- DATA SUPPLIED -

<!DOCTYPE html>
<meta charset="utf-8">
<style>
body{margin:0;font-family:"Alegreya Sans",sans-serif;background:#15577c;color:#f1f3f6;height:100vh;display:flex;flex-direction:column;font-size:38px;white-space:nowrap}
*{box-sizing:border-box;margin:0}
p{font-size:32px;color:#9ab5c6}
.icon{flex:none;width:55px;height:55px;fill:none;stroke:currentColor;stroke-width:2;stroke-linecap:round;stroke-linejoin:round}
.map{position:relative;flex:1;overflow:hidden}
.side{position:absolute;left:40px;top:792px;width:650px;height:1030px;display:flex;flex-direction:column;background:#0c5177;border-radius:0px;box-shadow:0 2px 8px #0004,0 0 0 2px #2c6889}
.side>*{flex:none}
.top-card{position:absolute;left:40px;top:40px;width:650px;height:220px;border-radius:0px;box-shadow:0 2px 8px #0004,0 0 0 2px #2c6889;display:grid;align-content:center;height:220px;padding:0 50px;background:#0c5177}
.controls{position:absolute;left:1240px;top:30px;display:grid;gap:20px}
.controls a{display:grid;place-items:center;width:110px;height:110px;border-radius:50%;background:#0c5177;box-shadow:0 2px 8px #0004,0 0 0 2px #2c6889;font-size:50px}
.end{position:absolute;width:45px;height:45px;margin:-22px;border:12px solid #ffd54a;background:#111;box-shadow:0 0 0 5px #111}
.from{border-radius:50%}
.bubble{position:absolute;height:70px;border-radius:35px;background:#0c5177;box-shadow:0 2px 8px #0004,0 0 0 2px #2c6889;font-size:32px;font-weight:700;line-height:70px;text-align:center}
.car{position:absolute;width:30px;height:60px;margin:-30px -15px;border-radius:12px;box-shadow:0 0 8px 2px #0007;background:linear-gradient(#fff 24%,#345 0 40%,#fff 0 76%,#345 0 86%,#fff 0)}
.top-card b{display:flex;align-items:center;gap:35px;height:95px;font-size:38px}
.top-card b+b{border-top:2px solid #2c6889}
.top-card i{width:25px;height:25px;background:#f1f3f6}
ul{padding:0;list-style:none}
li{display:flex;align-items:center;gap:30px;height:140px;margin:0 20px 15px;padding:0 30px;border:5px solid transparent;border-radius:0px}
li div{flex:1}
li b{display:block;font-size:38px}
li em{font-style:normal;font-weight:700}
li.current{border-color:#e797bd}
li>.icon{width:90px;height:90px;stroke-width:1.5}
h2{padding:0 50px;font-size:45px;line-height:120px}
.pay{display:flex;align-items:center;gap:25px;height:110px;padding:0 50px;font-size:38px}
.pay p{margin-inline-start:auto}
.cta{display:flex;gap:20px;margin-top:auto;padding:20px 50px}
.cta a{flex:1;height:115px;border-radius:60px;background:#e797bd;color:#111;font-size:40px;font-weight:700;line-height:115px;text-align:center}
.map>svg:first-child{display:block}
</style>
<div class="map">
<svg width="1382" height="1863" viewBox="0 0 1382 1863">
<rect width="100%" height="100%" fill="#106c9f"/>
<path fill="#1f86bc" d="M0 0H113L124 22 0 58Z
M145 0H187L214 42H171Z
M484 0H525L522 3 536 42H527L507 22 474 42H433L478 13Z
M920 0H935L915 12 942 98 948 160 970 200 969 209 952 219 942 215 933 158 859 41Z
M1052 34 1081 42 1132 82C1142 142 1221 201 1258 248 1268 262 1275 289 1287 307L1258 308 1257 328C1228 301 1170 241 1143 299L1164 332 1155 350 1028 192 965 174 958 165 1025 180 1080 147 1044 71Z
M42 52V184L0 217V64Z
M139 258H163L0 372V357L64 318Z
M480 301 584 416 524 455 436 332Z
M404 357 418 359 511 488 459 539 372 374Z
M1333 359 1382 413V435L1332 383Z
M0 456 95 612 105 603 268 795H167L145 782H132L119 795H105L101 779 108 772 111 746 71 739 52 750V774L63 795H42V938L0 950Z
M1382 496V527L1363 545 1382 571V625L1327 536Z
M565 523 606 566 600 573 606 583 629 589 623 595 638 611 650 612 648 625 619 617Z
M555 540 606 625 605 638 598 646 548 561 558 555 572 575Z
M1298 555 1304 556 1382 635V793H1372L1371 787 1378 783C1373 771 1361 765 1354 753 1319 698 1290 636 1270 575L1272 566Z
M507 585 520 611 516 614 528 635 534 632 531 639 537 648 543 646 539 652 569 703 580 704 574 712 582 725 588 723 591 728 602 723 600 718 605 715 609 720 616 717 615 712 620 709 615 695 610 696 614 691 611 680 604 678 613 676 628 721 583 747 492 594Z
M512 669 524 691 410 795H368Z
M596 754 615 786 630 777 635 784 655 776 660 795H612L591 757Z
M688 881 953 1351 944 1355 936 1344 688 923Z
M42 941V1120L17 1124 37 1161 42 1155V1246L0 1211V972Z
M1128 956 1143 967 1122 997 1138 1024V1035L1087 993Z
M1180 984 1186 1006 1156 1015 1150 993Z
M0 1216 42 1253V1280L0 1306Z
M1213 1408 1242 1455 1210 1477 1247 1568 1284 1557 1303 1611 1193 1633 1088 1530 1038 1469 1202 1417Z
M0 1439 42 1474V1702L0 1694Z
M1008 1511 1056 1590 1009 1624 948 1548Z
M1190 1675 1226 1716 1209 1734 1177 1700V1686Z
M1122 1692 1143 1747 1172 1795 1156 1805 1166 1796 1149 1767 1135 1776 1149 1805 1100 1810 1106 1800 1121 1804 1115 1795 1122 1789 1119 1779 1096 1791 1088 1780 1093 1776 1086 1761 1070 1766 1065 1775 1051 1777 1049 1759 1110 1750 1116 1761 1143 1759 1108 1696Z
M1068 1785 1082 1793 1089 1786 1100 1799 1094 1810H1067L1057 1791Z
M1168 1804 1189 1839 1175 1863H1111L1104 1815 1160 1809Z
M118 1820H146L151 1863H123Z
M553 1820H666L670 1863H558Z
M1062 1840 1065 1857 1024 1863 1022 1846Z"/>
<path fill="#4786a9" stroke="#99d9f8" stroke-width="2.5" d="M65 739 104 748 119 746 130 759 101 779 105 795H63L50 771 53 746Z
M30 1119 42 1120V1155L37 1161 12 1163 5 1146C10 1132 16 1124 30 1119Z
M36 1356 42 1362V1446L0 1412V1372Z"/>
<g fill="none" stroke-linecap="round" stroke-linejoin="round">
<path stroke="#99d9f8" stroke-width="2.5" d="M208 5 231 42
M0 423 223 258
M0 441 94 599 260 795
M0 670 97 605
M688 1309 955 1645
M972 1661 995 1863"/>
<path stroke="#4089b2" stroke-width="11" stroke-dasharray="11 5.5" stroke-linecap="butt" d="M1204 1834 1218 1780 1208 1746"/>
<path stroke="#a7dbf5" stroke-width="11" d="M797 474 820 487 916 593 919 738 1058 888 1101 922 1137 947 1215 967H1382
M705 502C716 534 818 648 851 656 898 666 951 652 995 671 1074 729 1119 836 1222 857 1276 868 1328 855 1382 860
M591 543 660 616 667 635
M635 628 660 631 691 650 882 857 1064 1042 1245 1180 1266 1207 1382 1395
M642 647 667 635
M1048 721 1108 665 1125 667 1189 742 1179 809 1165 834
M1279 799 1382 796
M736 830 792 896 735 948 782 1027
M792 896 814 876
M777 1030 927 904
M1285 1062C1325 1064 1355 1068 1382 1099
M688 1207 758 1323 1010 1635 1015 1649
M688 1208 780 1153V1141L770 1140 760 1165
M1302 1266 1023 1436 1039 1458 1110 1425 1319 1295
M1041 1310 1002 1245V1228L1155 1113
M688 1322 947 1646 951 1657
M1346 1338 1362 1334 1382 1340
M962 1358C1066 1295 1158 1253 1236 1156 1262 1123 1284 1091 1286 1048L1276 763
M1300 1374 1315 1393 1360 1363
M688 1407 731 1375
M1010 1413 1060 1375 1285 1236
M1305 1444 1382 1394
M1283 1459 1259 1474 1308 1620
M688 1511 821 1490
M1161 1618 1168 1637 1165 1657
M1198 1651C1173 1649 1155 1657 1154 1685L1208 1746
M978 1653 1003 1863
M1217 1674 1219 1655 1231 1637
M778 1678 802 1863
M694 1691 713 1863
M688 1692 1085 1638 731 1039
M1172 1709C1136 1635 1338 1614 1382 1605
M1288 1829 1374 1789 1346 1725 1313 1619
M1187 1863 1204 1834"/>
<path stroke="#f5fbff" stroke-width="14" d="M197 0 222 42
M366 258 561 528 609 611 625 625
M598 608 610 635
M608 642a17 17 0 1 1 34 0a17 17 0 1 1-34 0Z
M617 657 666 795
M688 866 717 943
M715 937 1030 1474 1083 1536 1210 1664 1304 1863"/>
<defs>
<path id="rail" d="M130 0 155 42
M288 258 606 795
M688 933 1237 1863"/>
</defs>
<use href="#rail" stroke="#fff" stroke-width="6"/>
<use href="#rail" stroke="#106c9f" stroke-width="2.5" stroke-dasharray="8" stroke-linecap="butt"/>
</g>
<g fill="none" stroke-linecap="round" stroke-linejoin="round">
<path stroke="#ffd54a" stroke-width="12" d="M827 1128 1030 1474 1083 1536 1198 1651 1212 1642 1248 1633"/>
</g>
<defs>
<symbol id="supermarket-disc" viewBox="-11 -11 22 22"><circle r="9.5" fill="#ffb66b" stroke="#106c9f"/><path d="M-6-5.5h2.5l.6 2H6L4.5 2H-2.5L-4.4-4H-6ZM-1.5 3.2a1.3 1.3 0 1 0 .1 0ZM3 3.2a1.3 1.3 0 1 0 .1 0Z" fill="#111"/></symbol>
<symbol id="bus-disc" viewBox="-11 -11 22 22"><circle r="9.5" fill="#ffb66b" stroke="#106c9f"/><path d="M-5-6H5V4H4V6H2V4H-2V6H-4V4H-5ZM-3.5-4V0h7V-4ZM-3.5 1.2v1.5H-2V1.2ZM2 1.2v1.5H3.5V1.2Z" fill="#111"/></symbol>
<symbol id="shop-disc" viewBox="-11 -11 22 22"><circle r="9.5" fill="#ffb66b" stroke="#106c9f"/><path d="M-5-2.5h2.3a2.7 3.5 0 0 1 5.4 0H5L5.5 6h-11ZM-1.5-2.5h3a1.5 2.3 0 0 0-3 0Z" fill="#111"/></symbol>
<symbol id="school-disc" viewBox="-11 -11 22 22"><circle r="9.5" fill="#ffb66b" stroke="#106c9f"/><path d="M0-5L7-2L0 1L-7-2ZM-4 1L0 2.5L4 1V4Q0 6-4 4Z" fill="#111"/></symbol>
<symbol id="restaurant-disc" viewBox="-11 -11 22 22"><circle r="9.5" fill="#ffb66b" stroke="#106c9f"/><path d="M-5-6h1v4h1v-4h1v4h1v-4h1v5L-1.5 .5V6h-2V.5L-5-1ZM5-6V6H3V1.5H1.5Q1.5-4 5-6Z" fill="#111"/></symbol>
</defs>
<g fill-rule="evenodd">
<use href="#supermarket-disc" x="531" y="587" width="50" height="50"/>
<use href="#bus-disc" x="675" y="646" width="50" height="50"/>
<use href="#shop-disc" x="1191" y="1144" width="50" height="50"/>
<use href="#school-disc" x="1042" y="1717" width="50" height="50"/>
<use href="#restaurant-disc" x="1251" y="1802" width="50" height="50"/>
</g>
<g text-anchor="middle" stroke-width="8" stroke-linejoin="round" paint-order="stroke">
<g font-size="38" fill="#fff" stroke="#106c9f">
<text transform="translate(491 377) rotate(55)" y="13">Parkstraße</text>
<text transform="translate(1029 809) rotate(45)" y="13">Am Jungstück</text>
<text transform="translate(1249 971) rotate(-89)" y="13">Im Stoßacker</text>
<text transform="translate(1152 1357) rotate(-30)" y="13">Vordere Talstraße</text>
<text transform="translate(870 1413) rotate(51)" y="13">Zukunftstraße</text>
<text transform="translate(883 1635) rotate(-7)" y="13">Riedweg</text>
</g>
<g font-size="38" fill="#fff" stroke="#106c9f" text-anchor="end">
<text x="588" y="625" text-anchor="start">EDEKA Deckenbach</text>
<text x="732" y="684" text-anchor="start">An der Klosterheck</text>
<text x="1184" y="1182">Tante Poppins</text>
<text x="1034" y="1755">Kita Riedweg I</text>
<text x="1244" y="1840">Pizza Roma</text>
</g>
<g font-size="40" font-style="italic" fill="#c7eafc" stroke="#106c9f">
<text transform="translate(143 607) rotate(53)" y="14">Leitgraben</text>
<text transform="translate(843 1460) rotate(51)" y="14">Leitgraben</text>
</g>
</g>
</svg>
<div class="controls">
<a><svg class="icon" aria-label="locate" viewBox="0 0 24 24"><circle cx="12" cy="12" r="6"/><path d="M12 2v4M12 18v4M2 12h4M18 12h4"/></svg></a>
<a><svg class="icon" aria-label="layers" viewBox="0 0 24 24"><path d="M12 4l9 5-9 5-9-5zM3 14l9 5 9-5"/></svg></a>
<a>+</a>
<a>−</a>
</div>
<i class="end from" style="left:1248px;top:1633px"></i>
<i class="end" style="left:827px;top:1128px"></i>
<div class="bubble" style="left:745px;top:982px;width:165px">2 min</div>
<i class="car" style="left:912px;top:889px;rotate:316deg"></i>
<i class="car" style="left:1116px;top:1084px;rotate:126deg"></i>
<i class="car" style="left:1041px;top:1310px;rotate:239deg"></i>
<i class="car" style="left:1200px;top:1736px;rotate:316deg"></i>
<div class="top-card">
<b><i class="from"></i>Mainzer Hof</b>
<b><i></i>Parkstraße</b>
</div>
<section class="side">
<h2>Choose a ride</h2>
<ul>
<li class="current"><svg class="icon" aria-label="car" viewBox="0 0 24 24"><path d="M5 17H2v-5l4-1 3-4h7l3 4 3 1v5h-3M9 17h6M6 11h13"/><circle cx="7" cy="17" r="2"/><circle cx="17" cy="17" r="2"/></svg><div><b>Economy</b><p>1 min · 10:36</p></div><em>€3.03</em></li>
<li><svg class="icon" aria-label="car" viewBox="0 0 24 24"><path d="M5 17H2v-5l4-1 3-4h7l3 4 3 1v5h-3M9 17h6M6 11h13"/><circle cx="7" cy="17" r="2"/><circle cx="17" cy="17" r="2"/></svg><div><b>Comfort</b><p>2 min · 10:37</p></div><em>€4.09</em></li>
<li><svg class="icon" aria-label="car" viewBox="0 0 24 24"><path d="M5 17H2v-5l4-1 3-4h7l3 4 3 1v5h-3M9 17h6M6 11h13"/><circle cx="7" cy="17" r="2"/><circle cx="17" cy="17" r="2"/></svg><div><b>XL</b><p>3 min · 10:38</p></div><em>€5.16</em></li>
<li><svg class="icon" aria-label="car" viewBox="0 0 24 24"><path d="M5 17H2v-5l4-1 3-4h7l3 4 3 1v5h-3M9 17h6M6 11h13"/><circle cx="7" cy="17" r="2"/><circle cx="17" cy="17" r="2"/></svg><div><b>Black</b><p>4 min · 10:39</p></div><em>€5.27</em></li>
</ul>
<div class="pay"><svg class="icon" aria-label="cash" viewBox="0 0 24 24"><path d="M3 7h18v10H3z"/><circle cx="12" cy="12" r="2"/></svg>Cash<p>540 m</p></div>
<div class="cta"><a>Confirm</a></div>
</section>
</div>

- ABOUT THIS TASK -
Return all lines from the material that contain "bubble".

- FINISHED TASK -
.bubble{position:absolute;height:70px;border-radius:35px;background:#0c5177;box-shadow:0 2px 8px #0004,0 0 0 2px #2c6889;font-size:32px;font-weight:700;line-height:70px;text-align:center}
<div class="bubble" style="left:745px;top:982px;width:165px">2 min</div>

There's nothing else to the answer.